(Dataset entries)
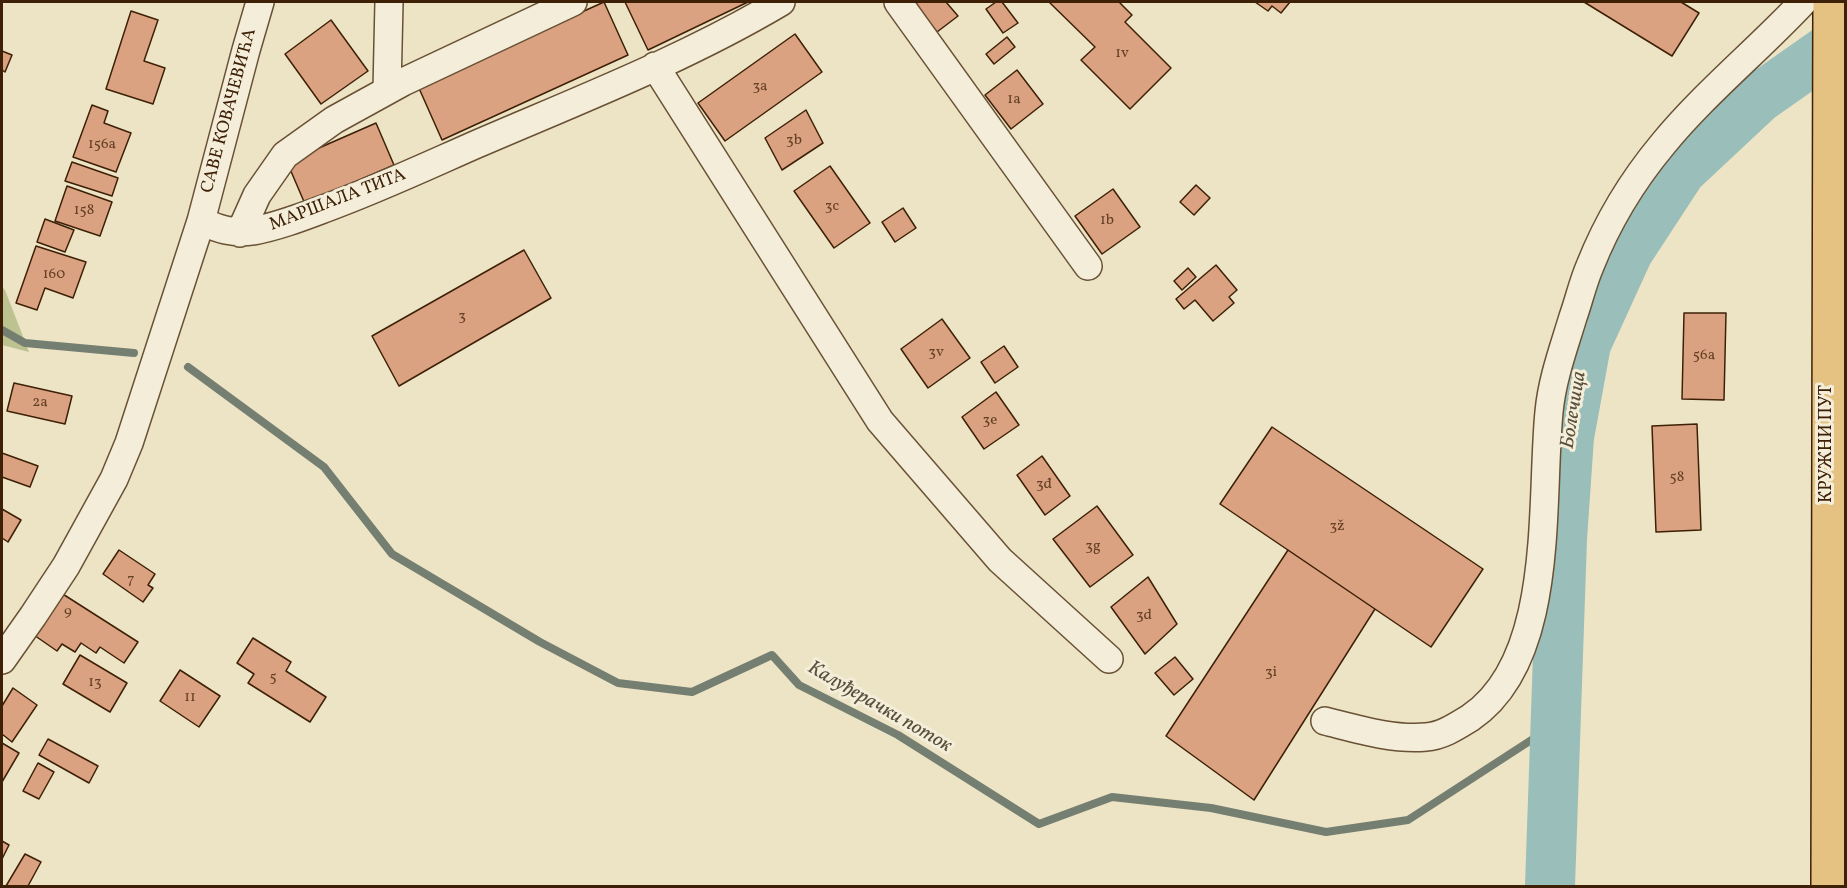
<!DOCTYPE html>
<html>
<head>
<meta charset="utf-8">
<style>
	body { margin:0 }
	#map { position:relative; width:1847px; height:888px; overflow:hidden; background:#ede4c5; font-family:Vollkorn,serif }
	canvas { display:block }
	.frame { position:absolute; inset:0; border:3px solid #3d2005; pointer-events:none }
</style>
</head>
<body>
<div id="map">
<canvas width="1847" height="888"></canvas>
<div class="frame"></div>
</div>
<script>
const ctx = document.querySelector('canvas').getContext('2d');
ctx.lineJoin = 'round';
function paint(path, color) { ctx.fillStyle = color; ctx.fill(path, 'evenodd'); }
function strokePath(path, color, width, dash) { ctx.strokeStyle = color; ctx.lineWidth = width; ctx.lineCap = dash ? 'butt' : 'round'; ctx.setLineDash(dash || []); ctx.stroke(path); }
function label(font, color, halo, rows, align = 'center') {
  ctx.font = font + ' Vollkorn,serif'; ctx.lineWidth = 6; ctx.setLineDash([]); ctx.textBaseline = 'middle'; ctx.strokeStyle = halo; ctx.fillStyle = color; for (const [text, x, y, turn = 0] of rows) {
    ctx.save(); ctx.translate(x, y); ctx.rotate((+turn || 0) * Math.PI / 180); ctx.textAlign = isNaN(turn) ? turn : align; if (halo) ctx.strokeText(text, 0, 0); ctx.fillText(text, 0, 0); ctx.restore();
  }
}
paint(new Path2D(`
	M 2,287 L 5,290 L 29,352 L 2,345 Z`), '#bdc291');
strokePath(new Path2D(`
	M 2,330 L 25,343 L 134,353
	M 188,367 L 324,467 L 392,554 L 540,642 L 618,683 L 692,692 L 772,655 L 799,685 L 898,735 L 1039,824 L 1112,797 L 1211,808 L 1326,832 L 1408,820 L 1556,724`), '#757f71', 8);
strokePath(new Path2D(`
	M 1550,886 L 1562,539 L 1569,437 L 1586,344 L 1628,252 L 1681,171 L 1759,98 L 1846,37`), '#9abeb9', 50);
const building = new Path2D(`
	M 604,2 L 628,55 L 442,140 L 418,86 Z
	M 625,2 L 748,2 L 648,50 Z
	M 913,2 L 946,2 L 958,16 L 937,32 Z
	M 996,2 L 1002,2 L 1018,23 L 1003,33 L 986,9 Z
	M 1049,2 L 1119,2 L 1132,15 L 1125,22 L 1171,68 L 1130,109 L 1081,60 L 1095,47 Z
	M 1255,2 L 1290,2 L 1281,13 L 1272,6 L 1268,11 Z
	M 1584,2 L 1681,2 L 1699,13 L 1672,56 Z
	M 131,11 L 158,20 L 144,61 L 165,68 L 153,104 L 106,89 Z
	M 331,20 L 368,71 L 321,104 L 285,54 Z
	M 795,34 L 822,72 L 725,141 L 698,103 Z
	M 1007,37 L 1015,47 L 994,64 L 986,54 Z
	M 2,51 L 12,55 L 5,72 L 2,70 Z
	M 1017,70 L 1043,104 L 1011,129 L 985,95 Z
	M 92,105 L 108,111 L 104,123 L 131,133 L 116,172 L 73,157 Z
	M 806,110 L 823,143 L 782,170 L 765,138 Z
	M 376,123 L 394,165 L 305,204 L 287,162 Z
	M 72,162 L 118,178 L 112,196 L 65,181 Z
	M 830,166 L 870,223 L 834,248 L 794,191 Z
	M 1196,185 L 1210,198 L 1194,215 L 1180,202 Z
	M 67,186 L 112,202 L 100,236 L 55,221 Z
	M 1113,189 L 1140,227 L 1102,254 L 1075,216 Z
	M 903,208 L 916,228 L 895,242 L 882,222 Z
	M 45,219 L 74,230 L 65,252 L 37,242 Z
	M 36,246 L 86,262 L 73,298 L 45,288 L 37,310 L 16,303 Z
	M 524,250 L 551,298 L 399,386 L 372,336 Z
	M 1216,265 L 1237,290 L 1229,297 L 1234,303 L 1213,321 L 1195,300 L 1184,309 L 1176,299 Z
	M 1188,268 L 1196,277 L 1182,290 L 1174,281 Z
	M 1684,313 L 1726,313 L 1724,400 L 1682,399 Z
	M 942,319 L 970,358 L 928,388 L 901,349 Z
	M 1004,346 L 1018,367 L 995,383 L 981,362 Z
	M 14,383 L 72,396 L 65,424 L 7,411 Z
	M 996,392 L 1019,425 L 984,449 L 962,417 Z
	M 1697,424 L 1701,530 L 1656,532 L 1652,426 Z
	M 1272,427 L 1483,569 L 1431,647 L 1220,504 Z
	M 2,453 L 38,466 L 30,487 L 2,477 Z
	M 1042,456 L 1070,496 L 1045,515 L 1017,475 Z
	M 1097,506 L 1133,555 L 1090,587 L 1053,539 Z
	M 2,509 L 21,520 L 8,542 L 2,538 Z
	M 119,550 L 155,574 L 148,585 L 153,588 L 143,602 L 103,574 Z
	M 1288,550 L 1375,609 L 1254,800 L 1166,736 Z
	M 1148,577 L 1177,624 L 1145,654 L 1111,607 Z
	M 58,591 L 138,642 L 124,663 L 100,647 L 96,653 L 81,643 L 75,652 L 62,644 L 57,651 L 31,633 Z
	M 253,638 L 291,662 L 286,671 L 326,697 L 310,722 L 248,683 L 254,674 L 237,663 Z
	M 80,655 L 127,683 L 110,712 L 63,684 Z
	M 1175,657 L 1193,679 L 1174,695 L 1155,673 Z
	M 180,670 L 220,696 L 199,727 L 160,701 Z
	M 13,688 L 37,705 L 12,742 L 2,734 L 2,706 Z
	M 48,739 L 98,766 L 89,783 L 39,755 Z
	M 2,743 L 19,753 L 2,782 Z
	M 38,763 L 54,772 L 39,799 L 23,791 Z
	M 2,841 L 9,845 L 2,859 Z
	M 25,854 L 41,862 L 28,886 L 6,886 Z`);
paint(building, '#dba282');
strokePath(building, '#3d2005', 1.5);
const minor = new Path2D(`
	M 898,2 L 1088,266
	M 655,66 L 880,421 L 1000,560 L 1109,659
	M 387,90 L 389,2
	M 201,221 C 218,229 233,234 253,231 C 279,226 302,217 326,208 C 378,189 427,166 477,144 C 579,100 685,59 781,2
	M 240,233 L 257,195 L 285,155 L 334,120 L 403,82 L 573,2
	M 2,660 L 33,616 L 66,566 L 114,479 L 129,443 L 201,221 L 246,50 L 260,2
	M 1325,721 C 1357,729 1392,740 1426,737 C 1442,736 1457,726 1470,718 C 1556,660 1540,503 1549,412 C 1552,379 1564,347 1573,317 C 1579,300 1583,282 1590,266 C 1607,223 1633,180 1663,144 C 1705,93 1758,50 1803,2`);
const major = new Path2D(`
	M 1828,886 L 1830,2`);
strokePath(minor, '#695135', 30);
strokePath(major, '#3d2005', 36);
strokePath(minor, '#f3edd9', 27);
strokePath(major, '#e6c282', 33);
label('15px', '#644024', null, [
	["1v",1122,54],
	["3a",760,87],
	["1a",1014,100],
	["3b",794,141],
	["156a",102,145],
	["3c",832,207],
	["158",84,211],
	["1b",1107,221],
	["160",54,275],
	["3",462,317],
	["3v",936,353],
	["56a",1704,356],
	["2a",40,403],
	["3e",990,421],
	["58",1677,478],
	["3đ",1044,485],
	["3ž",1337,527],
	["3g",1093,547],
	["7",131,580],
	["9",68,612],
	["3d",1144,616],
	["3i",1271,673],
	["5",273,678],
	["13",95,683],
	["11",190,698]
]);
label('18px', '#3d2005', '#f3edd9', [
	["САВЕ КОВАЧЕВИЋА",230,111,-75],
	["МАРШАЛА ТИТА",338,201,-21],
	["КРУЖНИ ПУТ",1828,444,-90]
]);
label('italic 20px', '#594f3b', '#f3edd9', [
	["Болечица",1575,410,-81],
	["Калуђерачки поток",879,708,30]
]);
</script>
</body>
</html>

_EXERCISE_: Copy out each line of the data containing the string "height".

_ANSWER BOX_:
	#map { position:relative; width:1847px; height:888px; overflow:hidden; background:#ede4c5; font-family:Vollkorn,serif }
<canvas width="1847" height="888"></canvas>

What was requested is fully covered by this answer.